I guess, my question boils down to:
Can I perform FFT on pieces of a very large signal, and then assemble the results to obtain the FFT of the total signal?
Bonus question:
What happens with the periodogram?
The way I interpret the periodogram is that its an fft on a smaller portion of data. So, would I get a much different result if I took a subsets of the signal (overlapping) and performed fft and the created the periodogram?
Update of information on signal No:2 (500kHz):
In advance apologies for changing the sampling rate. I just got some more results with higher sampling rate because I suspect the noise is so high frequency that cannot be captured.
- Signal Description:
The signal comes from measurements in a wind tunnel.
The recorded values are the electrical signal of pitot tube, when the wind tunnel speed is set at a specific value.
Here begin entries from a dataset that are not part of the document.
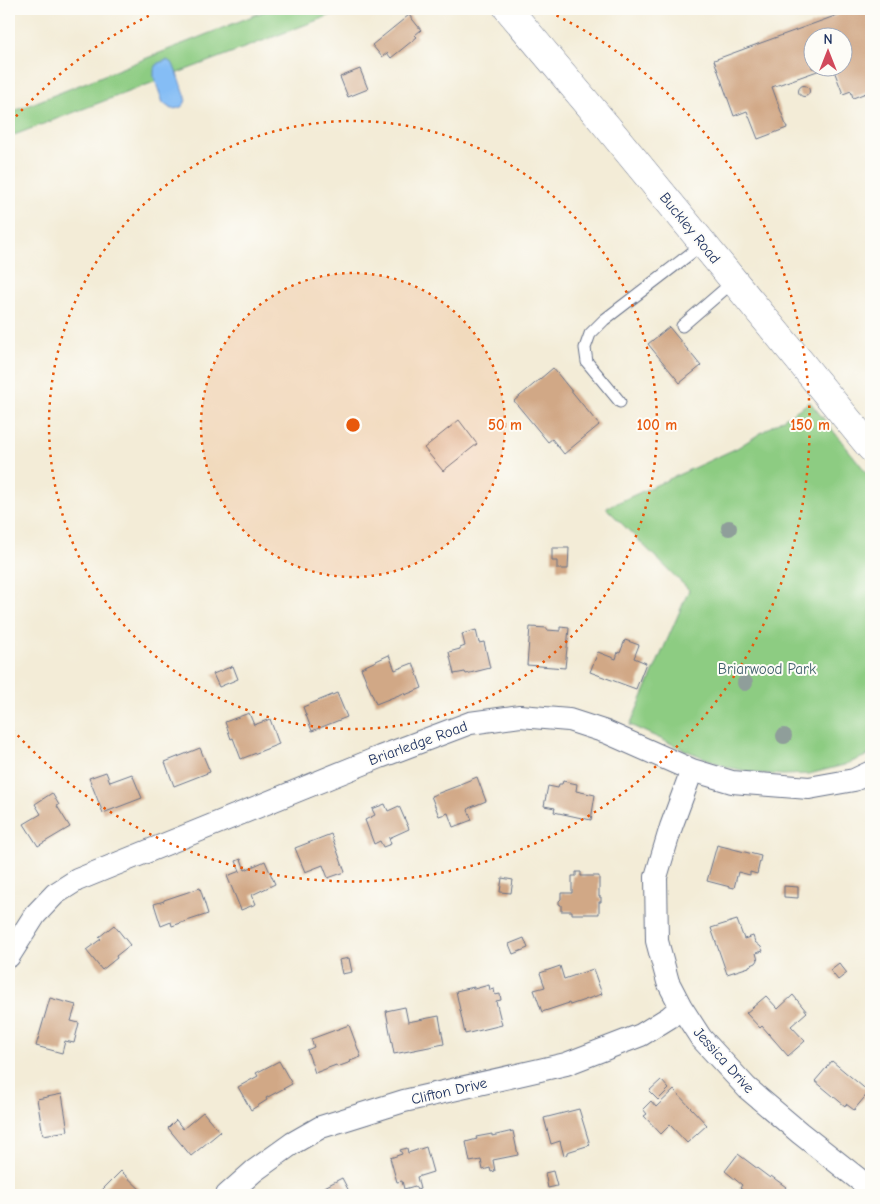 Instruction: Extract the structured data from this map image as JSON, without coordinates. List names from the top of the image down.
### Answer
{
  "streets": {
    "street": [
      "Buckley Road",
      "Briarledge Road",
      "Jessica Drive",
      "Clifton Drive"
    ]
  },
  "crossings": [
    ["Briarledge Road", "Jessica Drive"],
    ["Jessica Drive", "Clifton Drive"]
  ],
  "parks": ["Briarwood Park"],
  "north": "top",
  "rings": ["50 m", "100 m", "150 m"]
} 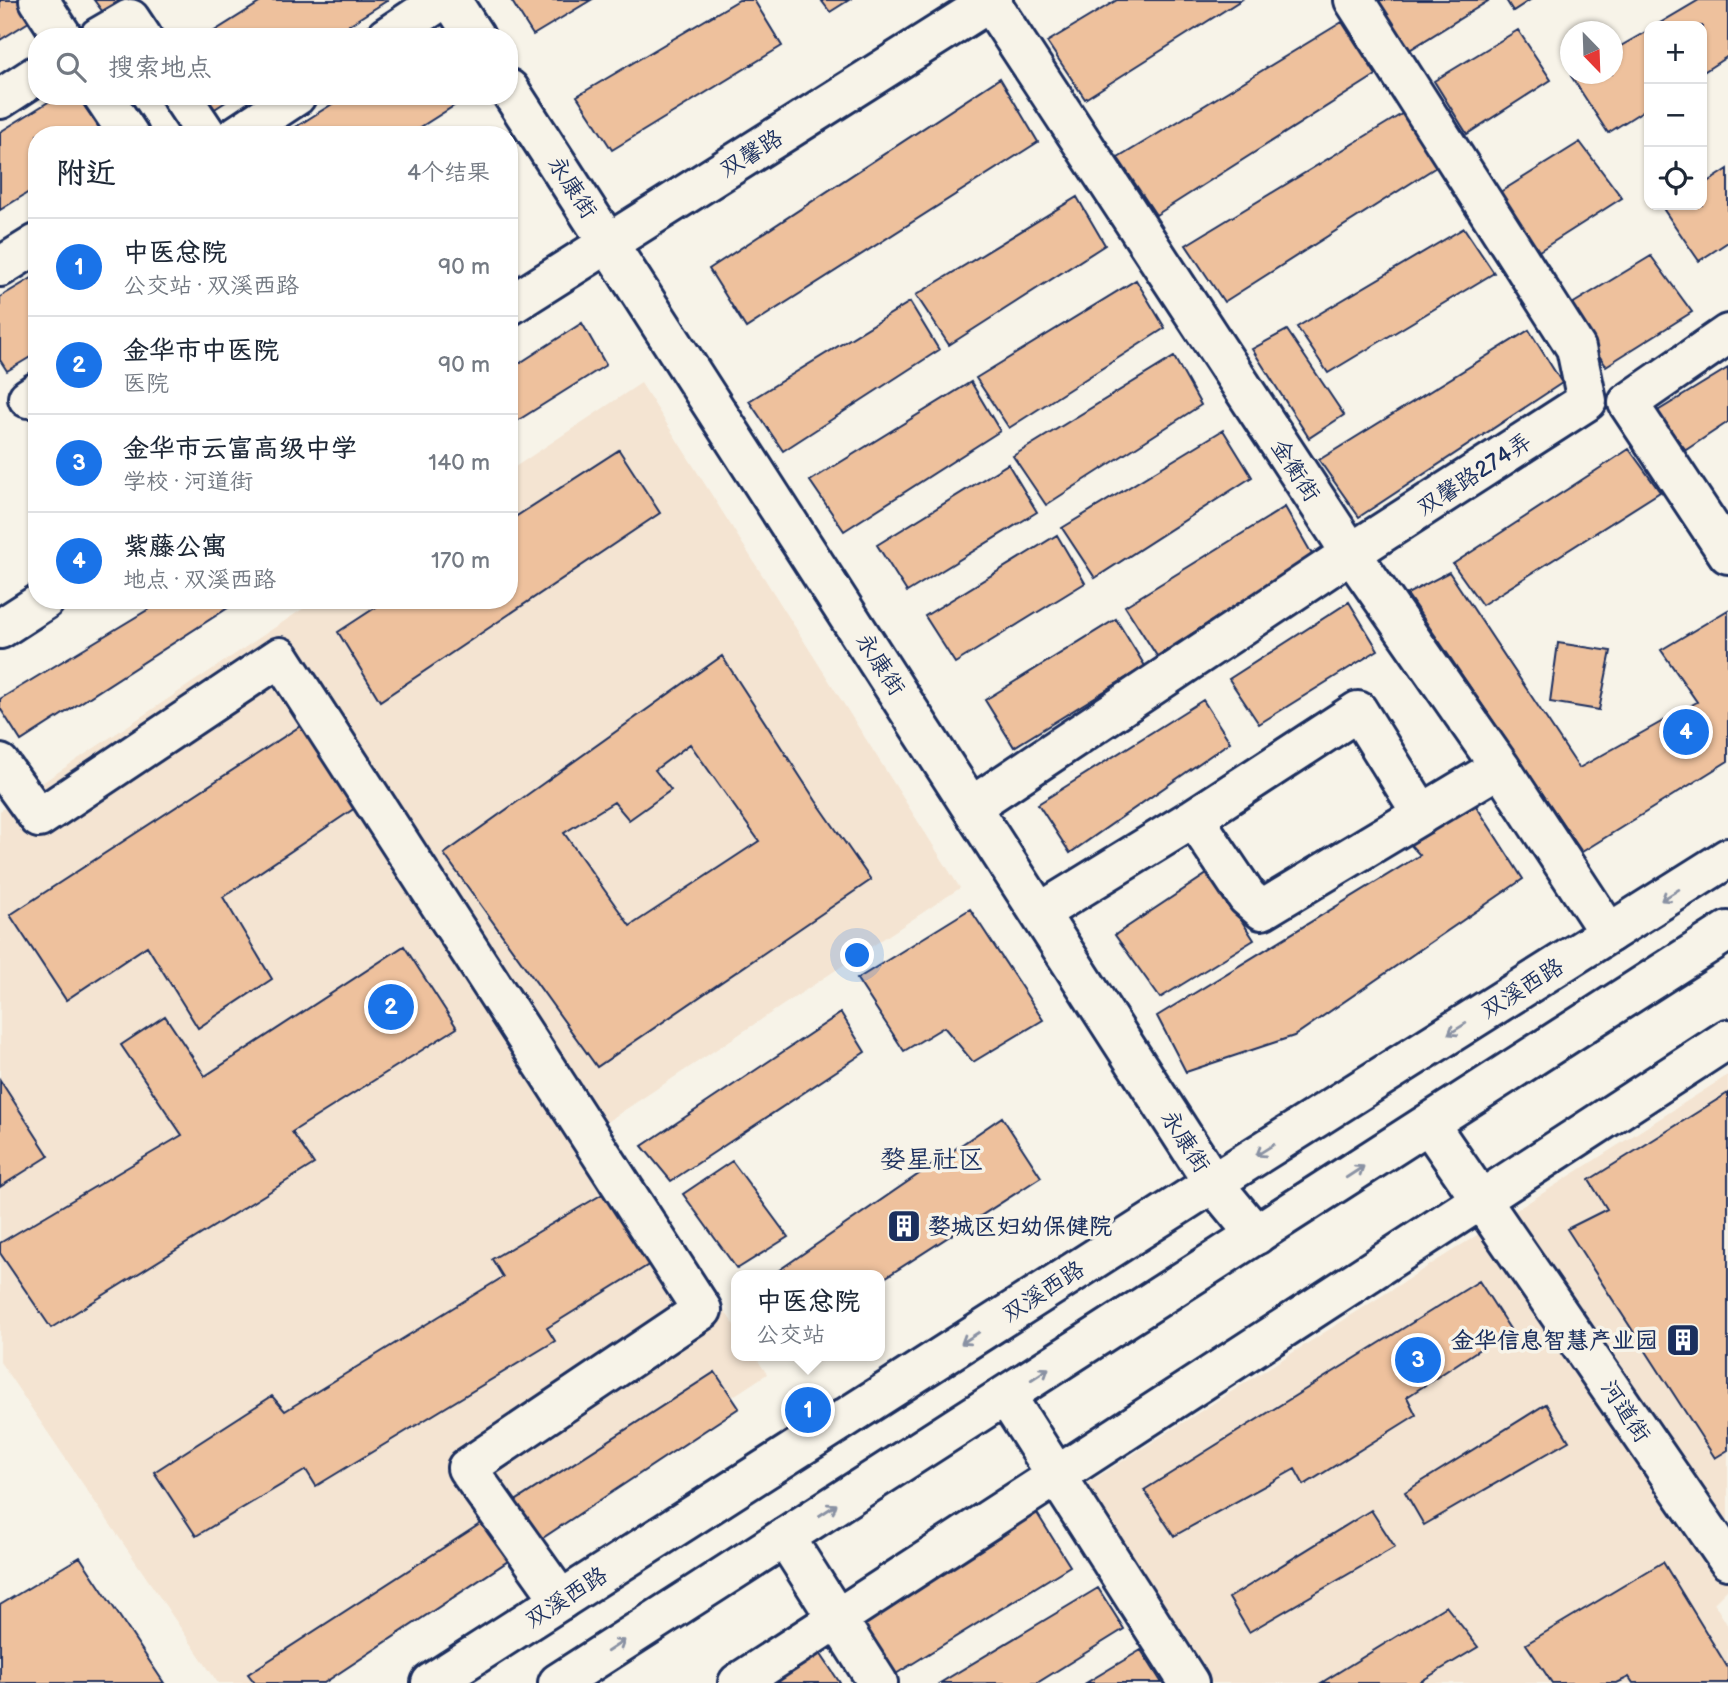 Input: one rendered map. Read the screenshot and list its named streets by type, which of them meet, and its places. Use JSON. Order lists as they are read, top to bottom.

The reason, the measurements were taken was because noise was creeping in (probably electrical), the signal and there is a need to investigate the frequencies that contribute so that an appropriate filter is applied (one that does not affect the measurement of wind turbulence).
- Metadata:
Data acquisition rate: 500kHz (I just got another set of data with 500kHz)
Data recording rate: 500kHz
Recording duration: approximately 1 min (this is the typical length).
- Preprocessing:
The raw signal is recorded with no preprocessing.
For the FFT the only preprocessing involves removing the mean value from the signal (so as to remove the DC component). (A window is not applied).
- Sample of data
Following are two excerpts (1000 data points from a 500kHz data).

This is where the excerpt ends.